Experts who work in a neuro-oncology center treat patients with cancers of the nervous system. This makes neuro-oncology part of both neurology and oncology.


Neurooncology - Further information

What is a neuro-oncology center?

The medical sub-field of neuro-oncology covers malignant and benign diseases affecting the nervous system. Therefore, the type of patients seeking a neuro-oncology center have a brain tumor or a tumor of the central nervous system, for example.

In Germany, there are no specialist doctors specializing in neuro-oncology. This is why a neuro-oncology center has doctors working in it representing a variety of different medical disciplines. A neurologist is a specialist in diseases of the nervous system. By way of contrast, oncologists concentrate on prevention, diagnostics, therapy and aftercare of cancer conditions.

Neurologists and oncologists frequently cooperate in the neuro-oncology center with other medical and social professional groups. For example, many neuro-oncology centers have interdisciplinary teams composed of physiotherapists, occupational therapists, speech therapists or social workers.

Which disorders are treated in a neuro-oncology center?

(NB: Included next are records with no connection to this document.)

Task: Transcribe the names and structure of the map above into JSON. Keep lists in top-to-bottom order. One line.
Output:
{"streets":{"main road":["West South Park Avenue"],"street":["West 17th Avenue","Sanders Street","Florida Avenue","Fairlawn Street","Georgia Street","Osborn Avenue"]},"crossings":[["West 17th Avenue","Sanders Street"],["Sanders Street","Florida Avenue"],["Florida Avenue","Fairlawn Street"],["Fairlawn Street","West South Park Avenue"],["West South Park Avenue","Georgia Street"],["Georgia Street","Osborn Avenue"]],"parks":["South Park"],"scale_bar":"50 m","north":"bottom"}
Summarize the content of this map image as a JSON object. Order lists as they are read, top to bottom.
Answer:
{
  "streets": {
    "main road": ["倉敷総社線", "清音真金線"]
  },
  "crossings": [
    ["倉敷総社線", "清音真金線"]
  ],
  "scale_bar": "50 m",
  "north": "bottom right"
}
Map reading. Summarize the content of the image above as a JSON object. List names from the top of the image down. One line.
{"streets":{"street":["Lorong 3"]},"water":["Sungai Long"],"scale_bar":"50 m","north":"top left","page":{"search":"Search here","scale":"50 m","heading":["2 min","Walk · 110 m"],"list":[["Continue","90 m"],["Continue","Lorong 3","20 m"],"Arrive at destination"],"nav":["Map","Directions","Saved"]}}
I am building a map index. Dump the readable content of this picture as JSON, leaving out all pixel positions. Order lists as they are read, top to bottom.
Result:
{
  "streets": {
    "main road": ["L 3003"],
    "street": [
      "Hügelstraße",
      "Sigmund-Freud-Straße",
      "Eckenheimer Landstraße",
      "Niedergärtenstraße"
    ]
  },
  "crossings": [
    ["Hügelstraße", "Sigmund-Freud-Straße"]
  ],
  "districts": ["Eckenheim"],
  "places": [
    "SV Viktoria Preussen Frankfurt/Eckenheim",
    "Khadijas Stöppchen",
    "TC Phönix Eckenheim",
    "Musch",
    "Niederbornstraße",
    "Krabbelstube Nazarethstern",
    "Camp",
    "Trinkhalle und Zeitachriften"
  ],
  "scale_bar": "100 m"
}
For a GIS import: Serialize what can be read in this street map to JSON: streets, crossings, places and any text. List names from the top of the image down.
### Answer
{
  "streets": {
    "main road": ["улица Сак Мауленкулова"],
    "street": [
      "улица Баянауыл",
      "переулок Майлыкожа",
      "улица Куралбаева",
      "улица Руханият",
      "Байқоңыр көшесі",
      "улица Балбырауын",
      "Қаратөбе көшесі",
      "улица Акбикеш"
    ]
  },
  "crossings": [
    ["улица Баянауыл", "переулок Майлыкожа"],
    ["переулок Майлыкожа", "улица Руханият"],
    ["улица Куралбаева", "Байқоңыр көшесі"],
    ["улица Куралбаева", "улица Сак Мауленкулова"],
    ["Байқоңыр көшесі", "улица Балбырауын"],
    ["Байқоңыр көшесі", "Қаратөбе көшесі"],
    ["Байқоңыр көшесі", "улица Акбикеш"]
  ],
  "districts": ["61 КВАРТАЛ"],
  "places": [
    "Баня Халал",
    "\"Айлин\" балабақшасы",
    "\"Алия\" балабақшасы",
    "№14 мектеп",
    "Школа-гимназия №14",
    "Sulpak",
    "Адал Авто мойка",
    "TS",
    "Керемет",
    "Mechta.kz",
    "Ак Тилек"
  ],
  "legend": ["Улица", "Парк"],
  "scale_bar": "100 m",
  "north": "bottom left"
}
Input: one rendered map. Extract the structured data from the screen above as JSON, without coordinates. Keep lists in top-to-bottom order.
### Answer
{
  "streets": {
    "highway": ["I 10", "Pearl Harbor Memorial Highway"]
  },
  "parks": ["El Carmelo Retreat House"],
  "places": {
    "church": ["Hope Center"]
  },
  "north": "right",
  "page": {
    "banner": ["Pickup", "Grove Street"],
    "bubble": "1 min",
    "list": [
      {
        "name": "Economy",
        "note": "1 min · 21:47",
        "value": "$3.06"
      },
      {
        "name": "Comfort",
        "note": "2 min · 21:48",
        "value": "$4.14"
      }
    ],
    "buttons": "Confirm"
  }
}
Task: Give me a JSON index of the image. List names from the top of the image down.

Neuro-oncology specialists treat patients with both benign and malignant tumors of the brain, the spinal cord and the spinal membranes. Brain metastases, which can occur in other types of cancer, are also part of the treatment program.

A neuro-oncology center is also the right place for patients to consult in the event of a paraneoplastic syndrome (a rare disorder triggered by an altered immune system response). In this case, the tumor is not located in the nervous system, though it does impact on nerve function.

Among the diseases treated in a neuro-oncology center are the following:

  • Gliomata
  • Medulloblastomata
  • Astrocytomata
  • Neurocytomata

Diagnostic techniques in neuro-oncology

To make a reliable diagnosis of a tumor of the nervous system, it is commonly necessary to apply several diagnostic techniques. A vital role is played here by imaging techniques such as X-ray, computed tomography (CT) and magnetic resonance tomography (MRT).

However, and especially with an initial diagnosis, even where a tumor is clearly visible, a biopsy (taking a tissue sample) remains an indispensable procedure. The pathologist examines the tissue sample and assesses whether or not cell changes are present. Also, by using the biopsy, the pathologist can tell whether the tumor is a primary or a metastatic tumor.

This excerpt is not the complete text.